In his concurring opinion, Kavanaugh also issued a warning to voting rights advocates, asserting that the protections against racial gerrymandering under Section 2 “cannot extend indefinitely into the future.”
The crimped nature of the Milligan decision is consistent with Roberts’ track record. It is not a departure.
In truth, John Roberts has never been a friend of voting rights. As a young lawyer working in the Reagan Administration, he authored several memos criticizing the VRA.

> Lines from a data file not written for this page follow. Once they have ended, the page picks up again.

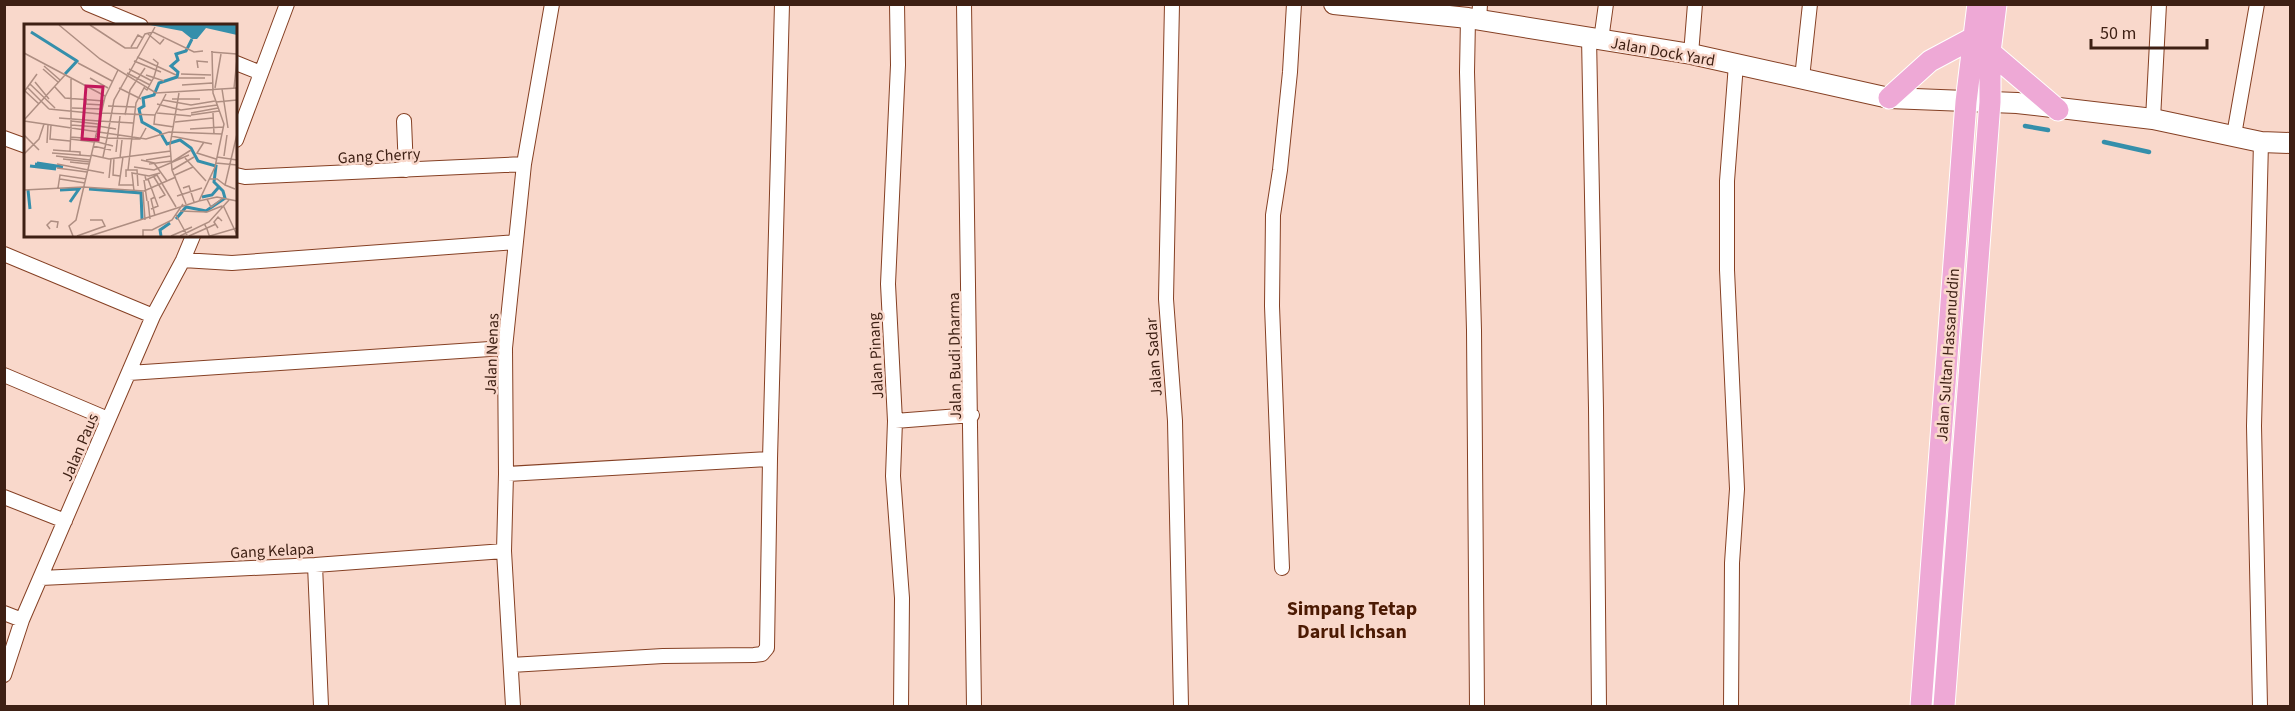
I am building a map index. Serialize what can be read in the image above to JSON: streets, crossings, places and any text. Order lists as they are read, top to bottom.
{
  "streets": {
    "main road": ["Jalan Sultan Hassanuddin"],
    "street": [
      "Jalan Dock Yard",
      "Gang Cherry",
      "Jalan Nenas",
      "Jalan Pinang",
      "Jalan Budi Dharma",
      "Jalan Sadar",
      "Jalan Paus",
      "Gang Kelapa"
    ]
  },
  "crossings": [
    ["Jalan Dock Yard", "Jalan Sultan Hassanuddin"],
    ["Gang Cherry", "Jalan Nenas"],
    ["Jalan Nenas", "Gang Kelapa"],
    ["Jalan Paus", "Gang Kelapa"]
  ],
  "districts": ["Simpang Tetap Darul Ichsan"],
  "scale_bar": "50 m"
}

In 2013, as head of the nation’s most powerful judicial body, he composed the majority opinion in Shelby County v. Alabama (2013), which gutted provisions of the VRA that required state and local jurisdictions, mostly in the South, with histories of egregious voter discrimination to obtain advance federal approval—known as “preclearance”—before making changes to their election procedures. Roberts declared in Shelby that racial discrimination in voting practices was essentially over, writing that “things have changed dramatically” since the 1965 passage of the VRA.

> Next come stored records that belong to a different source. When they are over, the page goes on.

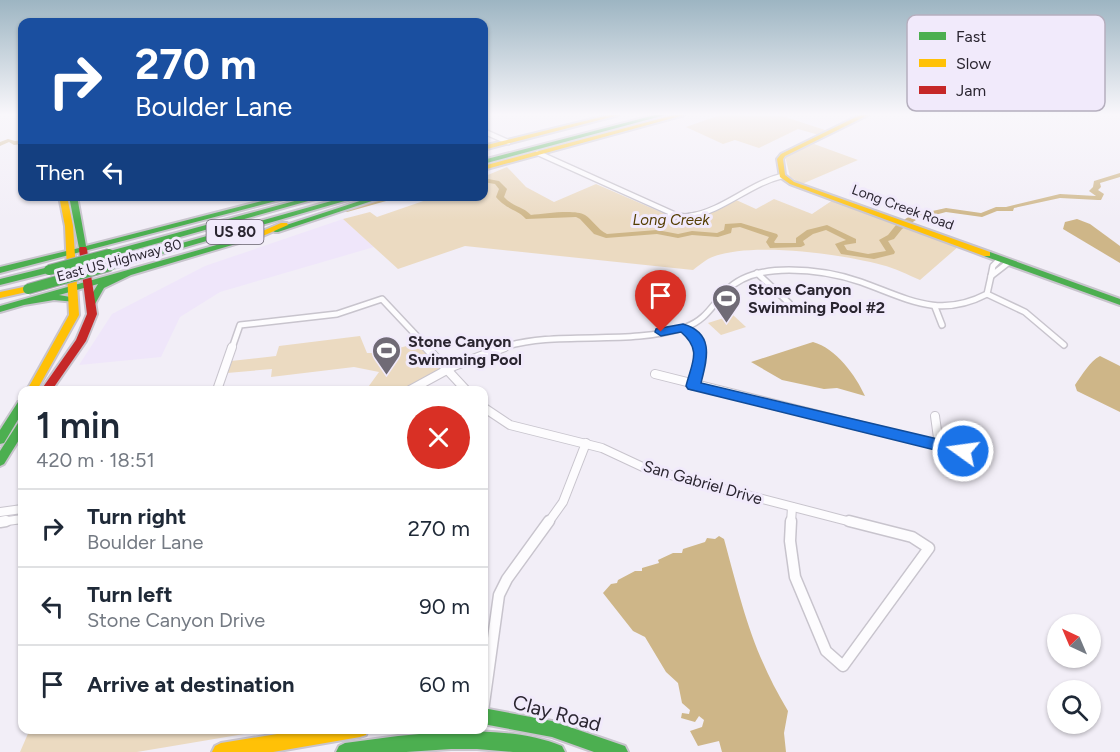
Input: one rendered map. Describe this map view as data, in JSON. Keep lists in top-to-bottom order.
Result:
{
  "streets": {
    "main road": [
      "Long Creek Road",
      "US 80",
      "East US Highway 80",
      "Clay Road"
    ],
    "street": ["San Gabriel Drive"]
  },
  "crossings": [
    ["US 80", "East US Highway 80"]
  ],
  "water": ["Long Creek"],
  "places": {
    "sports": ["Stone Canyon Swimming Pool #2", "Stone Canyon Swimming Pool"]
  },
  "legend": ["Fast", "Slow", "Jam"],
  "north": "top left",
  "page": {
    "turn": ["270 m", "Boulder Lane"],
    "then": "Then",
    "heading": ["1 min", "420 m · 18:51"],
    "list": [
      {
        "name": "Turn right",
        "note": "Boulder Lane",
        "value": "270 m"
      },
      {
        "name": "Turn left",
        "note": "Stone Canyon Drive",
        "value": "90 m"
      },
      {
        "name": "Arrive at destination",
        "value": "60 m"
      }
    ]
  }
}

In 2019, he continued his anti-voting-rights crusade, writing the majority opinion Rucho v. Common Cause, which removed the issue of political gerrymandering (the practice of designing voting maps to benefit the party in power) from the jurisdiction of federal courts. And in 2021, he joined a 5-to-4 majority ruling penned by Justice Samuel Alito that upheld Arizona laws prohibiting out-of-precinct voting, and criminalizing the collection of mail-in ballots by third parties.
Don’t get carried away thinking that Roberts has changed his political stripes, or that his widely touted commitment to institutionalism means that he is prepared to stand up long-term to the Court’s hardcore rightwing bloc led by Justice Clarence Thomas.
Still, any liberal victory in today’s Supreme Court is noteworthy, and for that, we can breathe a sigh of relief. As a result of Milligan, the Alabama legislature will have to redraw the state’s voting map to include either an additional majority African American district or create new districts in which African American voters are more evenly distributed. The ruling could also bolster racial gerrymandering litigation underway in other states, although each contested voting map will have to be adjudicated on its own merits.
But don’t get carried away thinking that Roberts has changed his political stripes, or that his widely touted commitment to institutionalism means that he is prepared to stand up long-term to the Court’s hardcore rightwing bloc led by Justice Clarence Thomas. Roberts is also an ultra-conservative. He just favors a slower, more gradual approach to the erosion of fundamental rights. Death by a thousand cuts, if you will, rather than a bullet to the back of the head.